◆ Available records
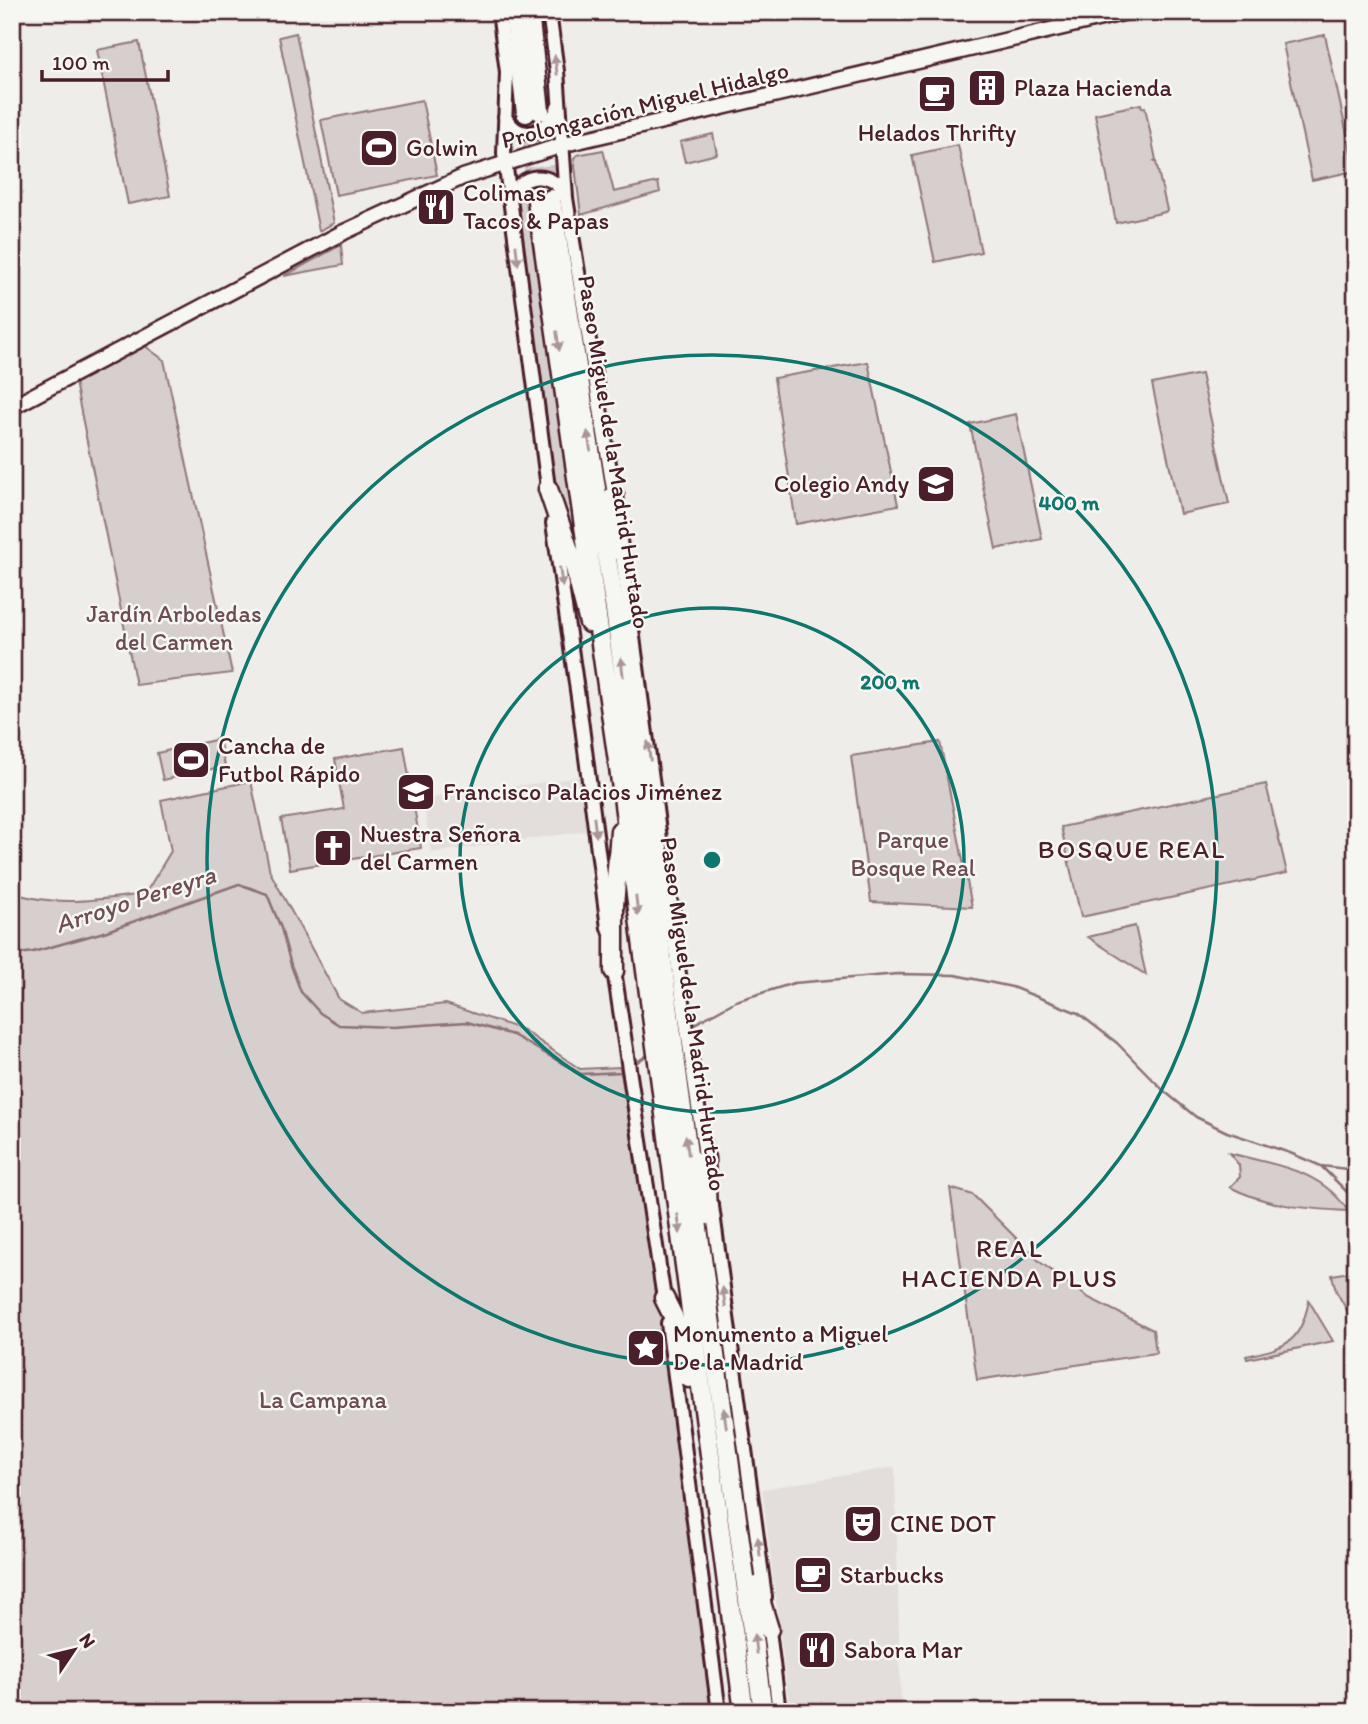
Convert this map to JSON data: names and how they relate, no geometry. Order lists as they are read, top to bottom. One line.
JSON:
{"streets":{"highway":["Paseo Miguel de la Madrid Hurtado"],"main road":["Prolongación Miguel Hidalgo"]},"districts":["BOSQUE REAL","REAL HACIENDA PLUS"],"water":["Arroyo Pereyra"],"parks":["Jardín Arboledas del Carmen","Parque Bosque Real","La Campana"],"places":{"building":["Plaza Hacienda"],"cafe":["Helados Thrifty","Starbucks"],"sports":["Golwin","Cancha de Futbol Rápido"],"restaurant":["Colimas Tacos & Papas","Sabora Mar"],"school or university":["Colegio Andy","Francisco Palacios Jiménez"],"church":["Nuestra Señora del Carmen"],"place":["Monumento a Miguel De la Madrid"],"theatre":["CINE DOT"]},"scale_bar":"100 m","north":"top right","rings":["400 m","200 m"]}
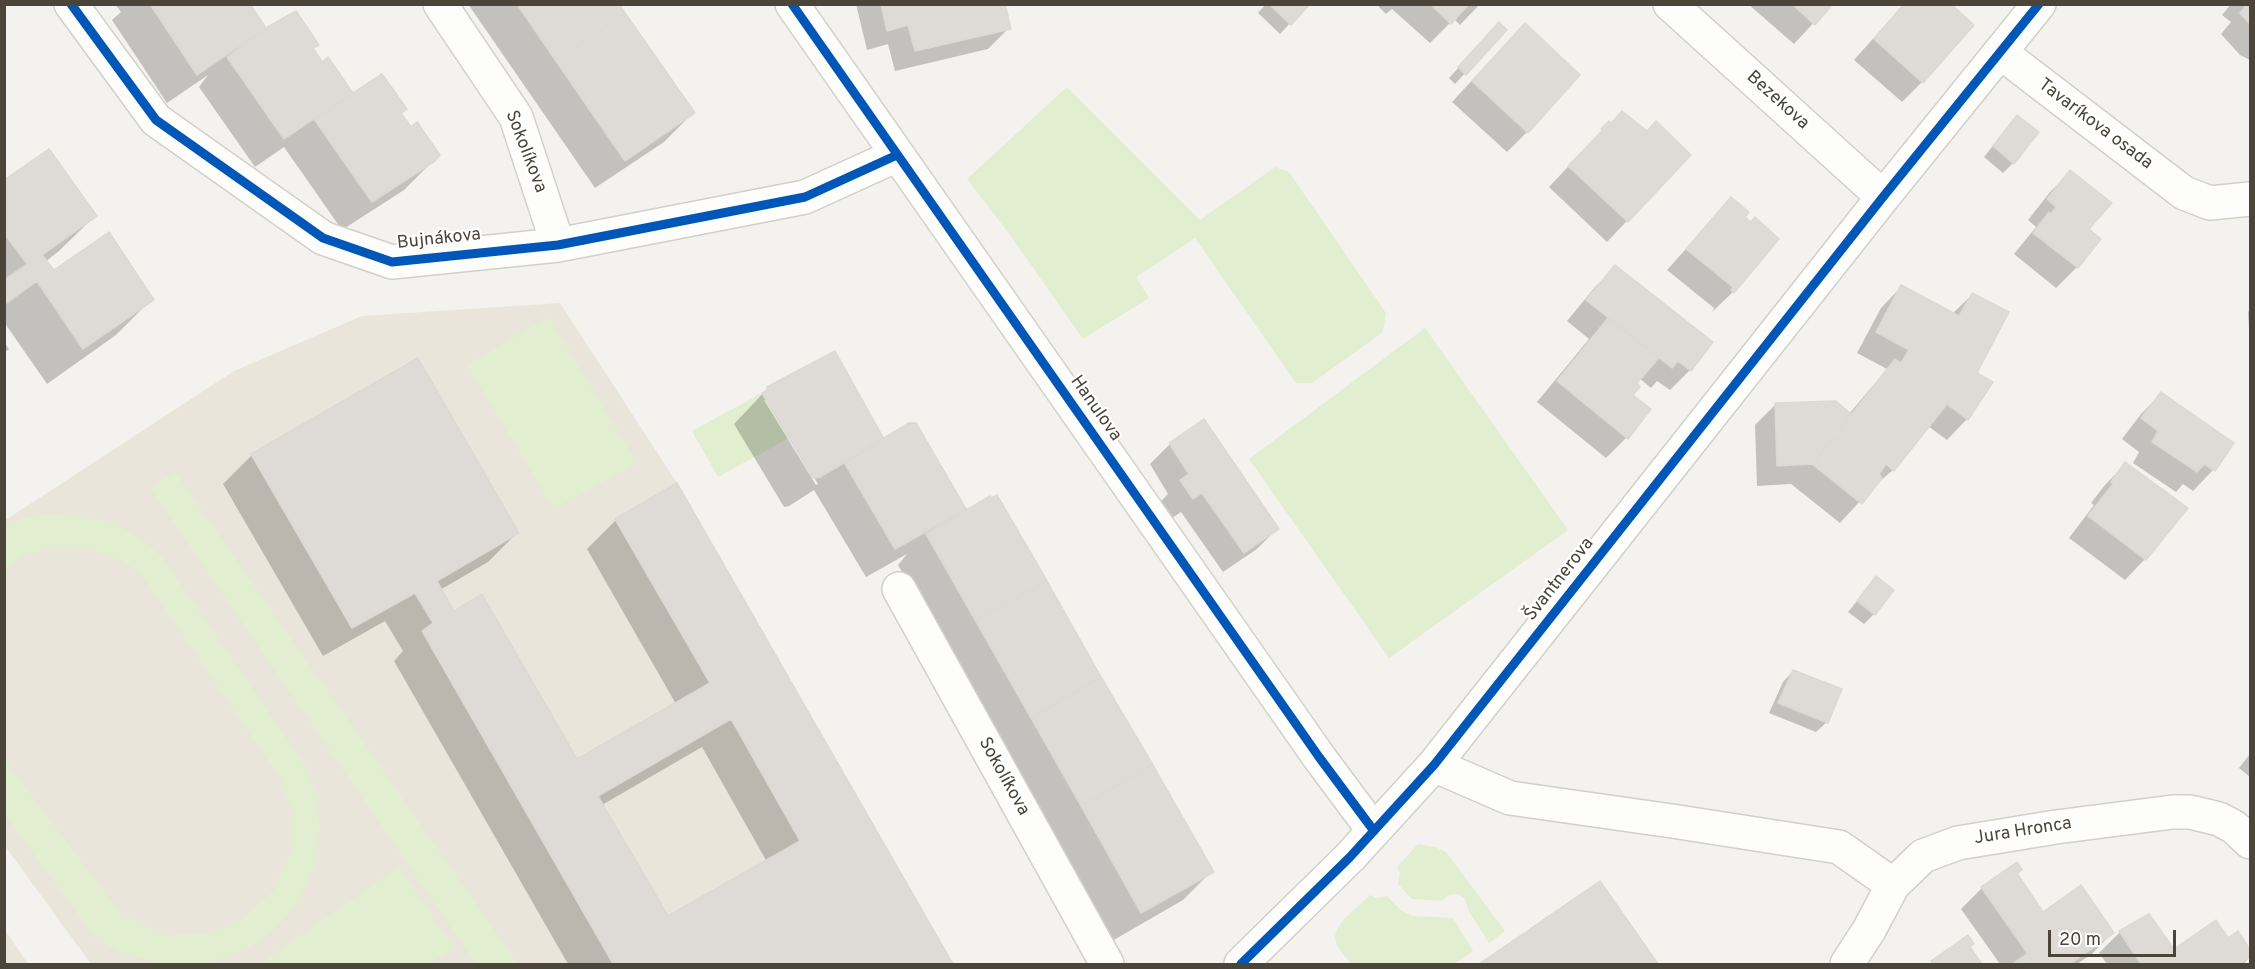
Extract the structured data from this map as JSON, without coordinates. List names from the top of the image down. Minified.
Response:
{"streets":{"street":["Bezekova","Tavaríkova osada","Sokolíkova","Bujnákova","Hanulova","Švantnerova","Jura Hronca"]},"crossings":[["Bezekova","Švantnerova"],["Tavaríkova osada","Švantnerova"],["Sokolíkova","Bujnákova"],["Bujnákova","Hanulova"],["Hanulova","Švantnerova"]],"scale_bar":"20 m"}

◆ Aim of the task
Set the listing down exactly, without its pictures.

◆ Answer area
Convert this map to JSON data: names and how they relate, no geometry. Order lists as they are read, top to bottom. One line.
JSON:
{"streets":{"highway":["Paseo Miguel de la Madrid Hurtado"],"main road":["Prolongación Miguel Hidalgo"]},"districts":["BOSQUE REAL","REAL HACIENDA PLUS"],"water":["Arroyo Pereyra"],"parks":["Jardín Arboledas del Carmen","Parque Bosque Real","La Campana"],"places":{"building":["Plaza Hacienda"],"cafe":["Helados Thrifty","Starbucks"],"sports":["Golwin","Cancha de Futbol Rápido"],"restaurant":["Colimas Tacos & Papas","Sabora Mar"],"school or university":["Colegio Andy","Francisco Palacios Jiménez"],"church":["Nuestra Señora del Carmen"],"place":["Monumento a Miguel De la Madrid"],"theatre":["CINE DOT"]},"scale_bar":"100 m","north":"top right","rings":["400 m","200 m"]}
Extract the structured data from this map as JSON, without coordinates. List names from the top of the image down. Minified.
Response:
{"streets":{"street":["Bezekova","Tavaríkova osada","Sokolíkova","Bujnákova","Hanulova","Švantnerova","Jura Hronca"]},"crossings":[["Bezekova","Švantnerova"],["Tavaríkova osada","Švantnerova"],["Sokolíkova","Bujnákova"],["Bujnákova","Hanulova"],["Hanulova","Švantnerova"]],"scale_bar":"20 m"}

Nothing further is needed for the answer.